**DATA:**
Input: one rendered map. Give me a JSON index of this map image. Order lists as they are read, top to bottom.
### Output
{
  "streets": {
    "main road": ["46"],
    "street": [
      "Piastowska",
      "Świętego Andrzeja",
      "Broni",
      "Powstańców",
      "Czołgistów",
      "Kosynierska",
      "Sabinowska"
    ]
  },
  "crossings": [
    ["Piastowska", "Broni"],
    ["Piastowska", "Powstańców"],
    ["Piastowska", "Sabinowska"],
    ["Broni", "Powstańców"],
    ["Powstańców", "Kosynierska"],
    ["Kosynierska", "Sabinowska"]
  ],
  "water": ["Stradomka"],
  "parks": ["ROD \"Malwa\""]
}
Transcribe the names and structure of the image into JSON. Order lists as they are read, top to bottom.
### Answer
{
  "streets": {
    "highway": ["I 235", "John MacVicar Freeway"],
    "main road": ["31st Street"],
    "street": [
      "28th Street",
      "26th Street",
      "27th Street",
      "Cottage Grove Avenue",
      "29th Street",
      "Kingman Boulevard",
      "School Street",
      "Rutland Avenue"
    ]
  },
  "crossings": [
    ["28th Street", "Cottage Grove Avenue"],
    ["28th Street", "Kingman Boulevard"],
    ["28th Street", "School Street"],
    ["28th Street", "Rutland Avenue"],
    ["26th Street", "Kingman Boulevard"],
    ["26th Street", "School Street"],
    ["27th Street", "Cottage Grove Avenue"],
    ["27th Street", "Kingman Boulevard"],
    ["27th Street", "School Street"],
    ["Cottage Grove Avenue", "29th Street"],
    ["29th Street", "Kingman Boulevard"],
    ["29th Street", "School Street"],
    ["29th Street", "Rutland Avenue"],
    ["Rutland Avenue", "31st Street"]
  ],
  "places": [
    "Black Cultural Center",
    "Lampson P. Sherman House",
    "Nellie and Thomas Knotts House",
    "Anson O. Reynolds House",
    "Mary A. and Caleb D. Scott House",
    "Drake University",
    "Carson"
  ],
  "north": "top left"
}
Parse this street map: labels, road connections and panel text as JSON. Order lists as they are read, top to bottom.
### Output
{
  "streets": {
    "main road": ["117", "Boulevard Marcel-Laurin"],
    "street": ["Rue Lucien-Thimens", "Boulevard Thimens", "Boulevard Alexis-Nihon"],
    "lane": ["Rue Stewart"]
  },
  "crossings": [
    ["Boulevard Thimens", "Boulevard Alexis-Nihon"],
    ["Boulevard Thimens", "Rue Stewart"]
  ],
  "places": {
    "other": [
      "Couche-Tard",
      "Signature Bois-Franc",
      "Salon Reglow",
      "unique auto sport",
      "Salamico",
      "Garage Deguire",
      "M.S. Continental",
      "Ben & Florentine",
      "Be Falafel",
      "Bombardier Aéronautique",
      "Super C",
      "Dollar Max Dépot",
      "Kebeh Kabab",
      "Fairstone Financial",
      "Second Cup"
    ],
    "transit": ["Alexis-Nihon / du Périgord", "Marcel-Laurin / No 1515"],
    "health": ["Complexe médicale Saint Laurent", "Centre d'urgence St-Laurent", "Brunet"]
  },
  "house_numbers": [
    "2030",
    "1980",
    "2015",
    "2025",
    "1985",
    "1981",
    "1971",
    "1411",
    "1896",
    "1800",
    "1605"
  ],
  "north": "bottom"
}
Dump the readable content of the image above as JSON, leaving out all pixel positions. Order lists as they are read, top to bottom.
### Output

**REQUIRED WORK:** Your reply should be one number: how many lines in the records contain "this".

**REPLY TO THE TASK:** 2